We do everything on our mobile devices, from banking to shopping to email and beyond. Given this reality, it makes sense that the security of our smartphones and tablets is suddenly being questioned.
For many of us, the proximity of our bodies to our devices at (nearly) all times gives a false sense of safety –but physical security is only one threat; hackers are something else entirely.
Hackers come in a variety of shapes and sizes, from the white hat who is really just looking for vulnerabilities to exploit for the sake of the challenge and accomplishment to the black hat style whose motivations are much more malicious or even profit-driven. No matter the flavor, most of us would really rather not have our devices compromised. Our mobile devices are personal.
To date, most smartphones and tablets are devoid of any significant security measures –unlike most of our desktop computers which feature virus scanners, firewalls and spyware monitors now that many of have learned our lessons with those the hard way.
According to the Juniper Networks 2011 Mobile Threats Report, the biggest concern is the data we transmit to and from our phones. In many cases, email and other text being sent from our phones is done over WiFi using clear text. This is the cellular equivalent to yelling our message across a crowded room for everybody to overhear.
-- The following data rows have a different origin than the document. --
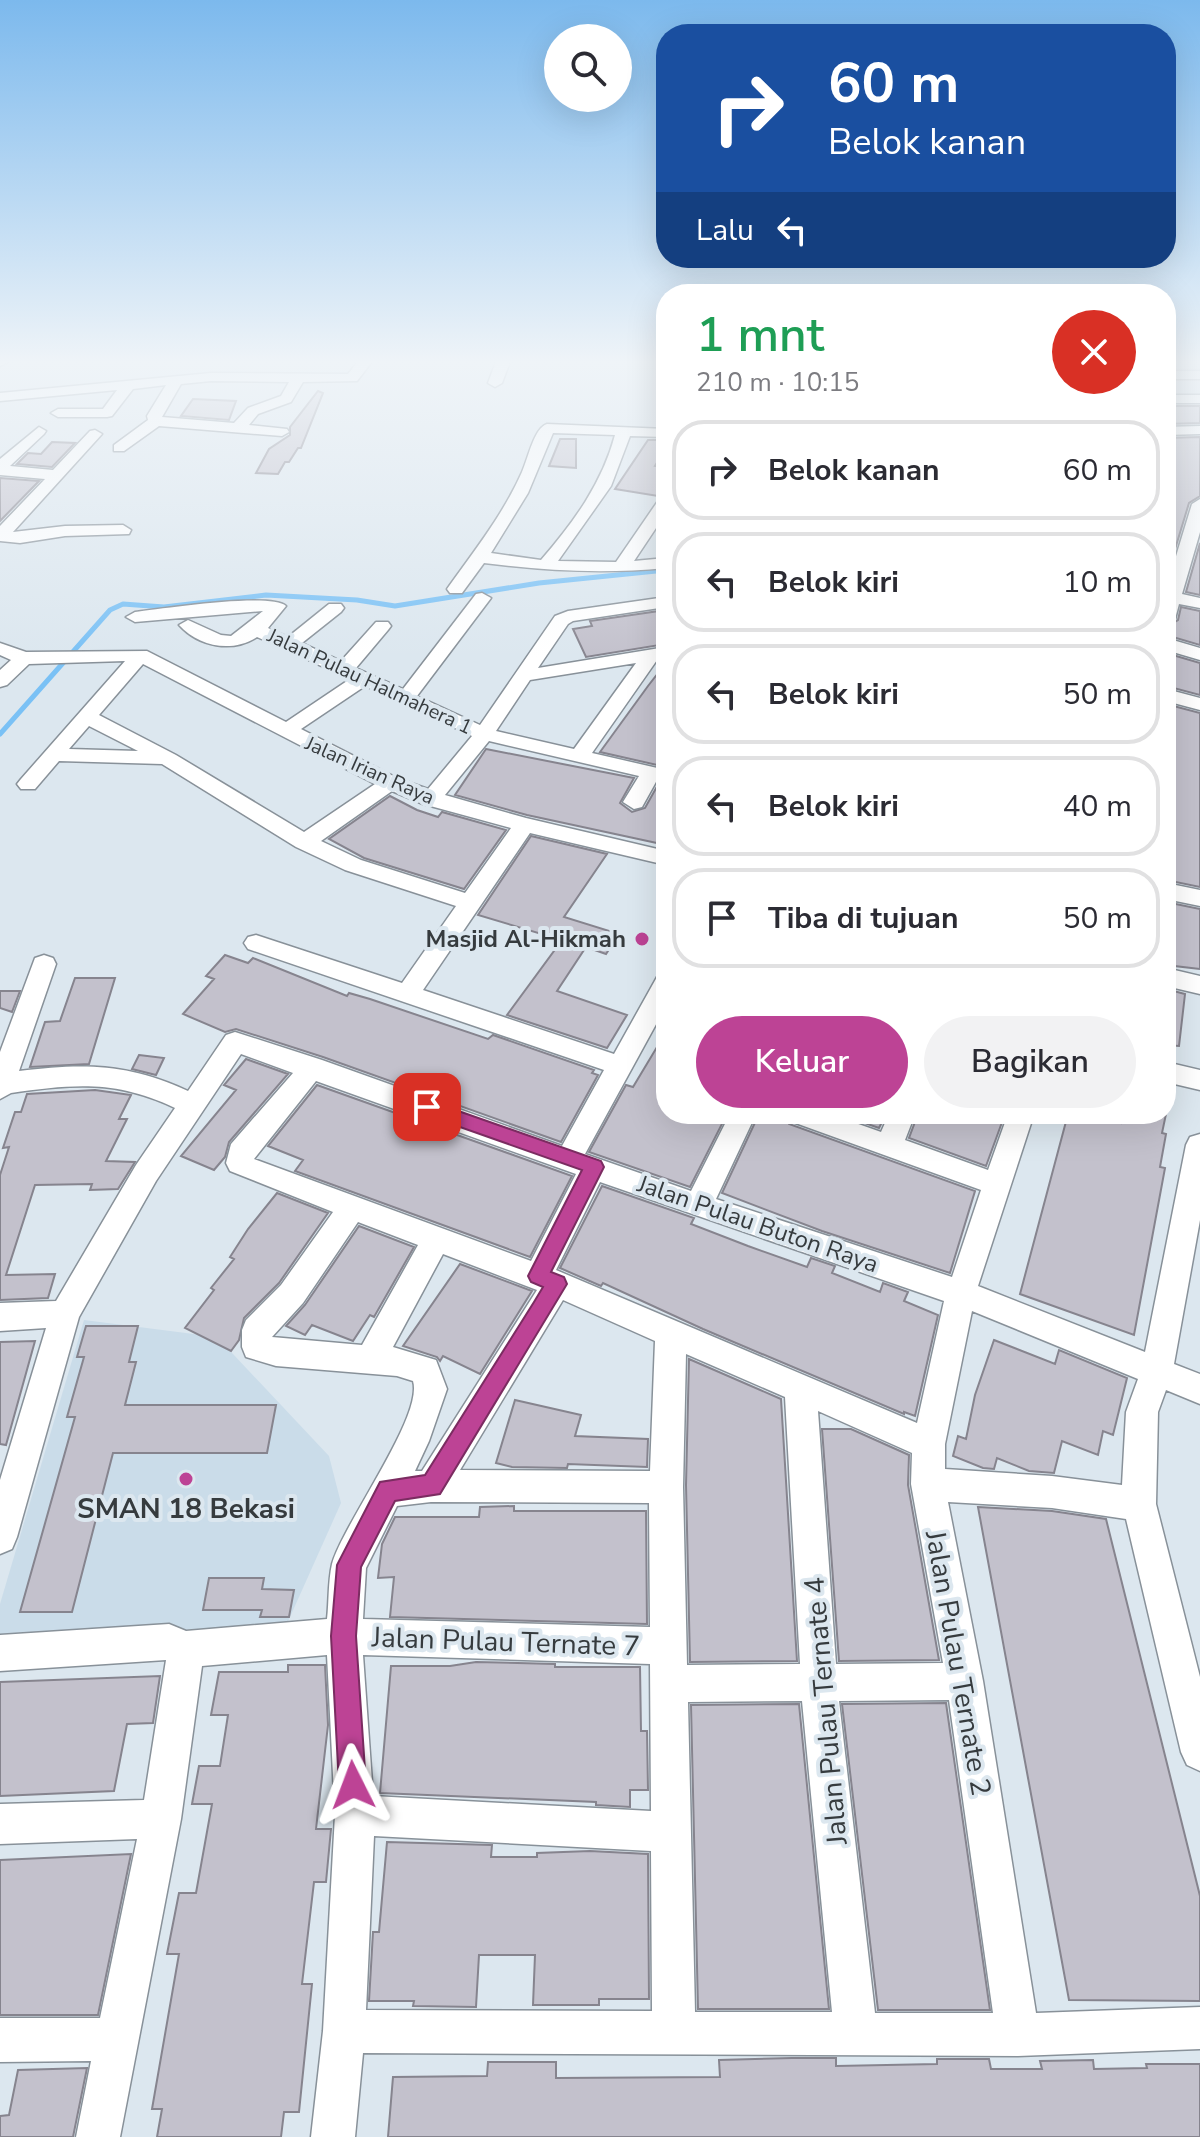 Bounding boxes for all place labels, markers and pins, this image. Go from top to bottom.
place label: Masjid Al-Hikmah [426,923,626,955]
marker: Masjid Al-Hikmah [633,930,651,948]
pin [393,1073,461,1141]
marker: SMAN 18 Bekasi [177,1470,195,1488]
place label: SMAN 18 Bekasi [77,1490,295,1528]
The defense of having secured your home WiFi connection is valid and may dissuade most hack-attempts, but the reality of mobile devices is that they are always on the move and subject to the networks you connect to that are beyond your control.
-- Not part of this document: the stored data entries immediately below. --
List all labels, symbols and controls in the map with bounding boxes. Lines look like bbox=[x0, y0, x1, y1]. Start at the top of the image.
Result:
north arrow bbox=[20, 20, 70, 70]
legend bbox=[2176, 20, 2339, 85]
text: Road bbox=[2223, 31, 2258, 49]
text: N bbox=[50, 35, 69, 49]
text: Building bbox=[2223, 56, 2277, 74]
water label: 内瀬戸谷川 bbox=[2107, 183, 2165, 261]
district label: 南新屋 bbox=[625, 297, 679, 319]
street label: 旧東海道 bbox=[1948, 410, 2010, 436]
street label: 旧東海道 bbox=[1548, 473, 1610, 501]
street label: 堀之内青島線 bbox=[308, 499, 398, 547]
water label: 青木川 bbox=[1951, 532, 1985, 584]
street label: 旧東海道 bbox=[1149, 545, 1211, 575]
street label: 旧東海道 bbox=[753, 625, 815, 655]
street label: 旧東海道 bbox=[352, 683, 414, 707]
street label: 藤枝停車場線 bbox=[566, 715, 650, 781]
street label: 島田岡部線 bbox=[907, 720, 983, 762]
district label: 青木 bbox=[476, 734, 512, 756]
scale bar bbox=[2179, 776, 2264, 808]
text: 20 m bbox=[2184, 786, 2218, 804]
Besides sniffing out the data being transmitted, other attacks are also possible. Focusing on the vulnerabilities of systems such as SMS or MMS could allow for a malicious hacker to gain control of your device and either render it inoperable or gain control in an effort to perform tasks of their own choosing. In addition, with mobile browsers become as powerful and feature-rich as their desktop counterparts there exists a greater opportunity for hackers to attack.
To date, most malware attacks have been on Android and Java-based mobile operating systems with 2011 seeing 28,500 samples of malware (an increase from only 11,000 in 2010), but this doesn’t mean that Apple and iOS-based devices are not also at risk. Apple has a tightly controlled infrastructure for app submission and approval which makes it more difficult (but not impossible) to get malicious software through to the App Store. This of course doesn’t matter much if the attack comes from methods that circumvent this process, such as HTML 5-based web apps.
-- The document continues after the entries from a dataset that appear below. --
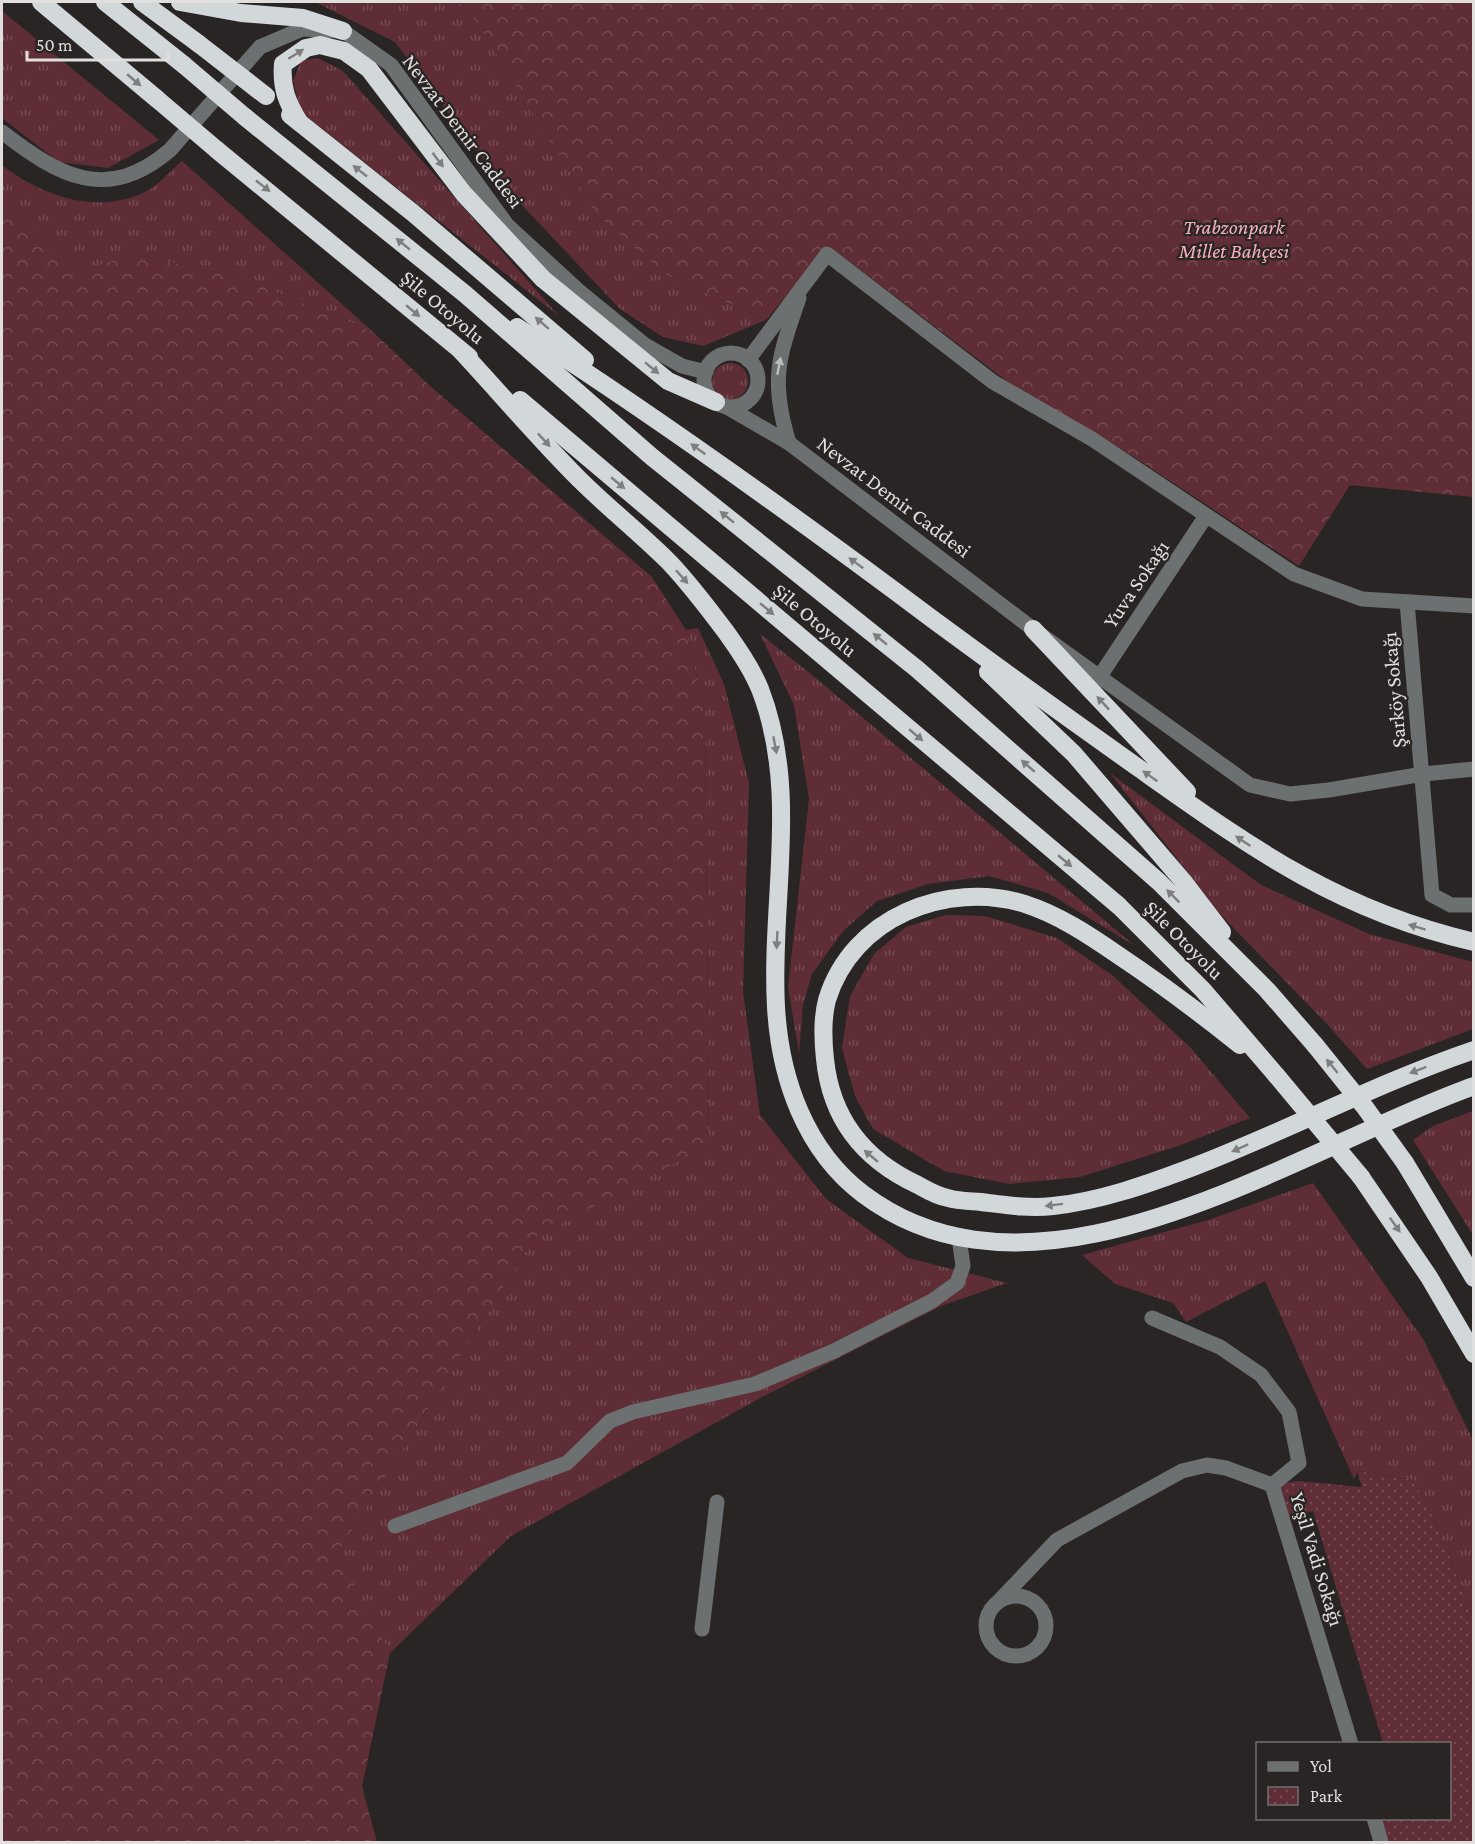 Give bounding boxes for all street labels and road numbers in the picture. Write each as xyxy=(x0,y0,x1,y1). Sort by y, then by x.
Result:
street label: Nevzat Demir Caddesi xyxy=(397,49,529,213)
street label: Şile Otoyolu xyxy=(396,265,490,349)
street label: Nevzat Demir Caddesi xyxy=(812,431,976,563)
street label: Yuva Sokağı xyxy=(1098,535,1174,632)
street label: Şile Otoyolu xyxy=(768,578,862,662)
street label: Şarköy Sokağı xyxy=(1377,631,1411,749)
street label: Şile Otoyolu xyxy=(1140,896,1228,984)
street label: Yeşil Vadi Sokağı xyxy=(1285,1489,1349,1629)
So far the type of malware most common is spyware. While this is the most gentle of all hacks, it does mean you could be transmitting your location to interested parties, sending sensitive information to people you didn’t intend or even sending expensive text messages to pay-for-message based services (maybe you are unknowingly voting 20,000 times a night for the next American Idol!).
Unfortunately there is very little you can do to protect yourself at the moment, aside from basic common sense maneuvers. Be cautious about the work you do over unsecured WiFi connections, watch what you download and be careful about the emails you open. In the meantime, groups like Google are starting to actively scan their Marketplace for offenders and Apple is cracking down on issues as they are made aware.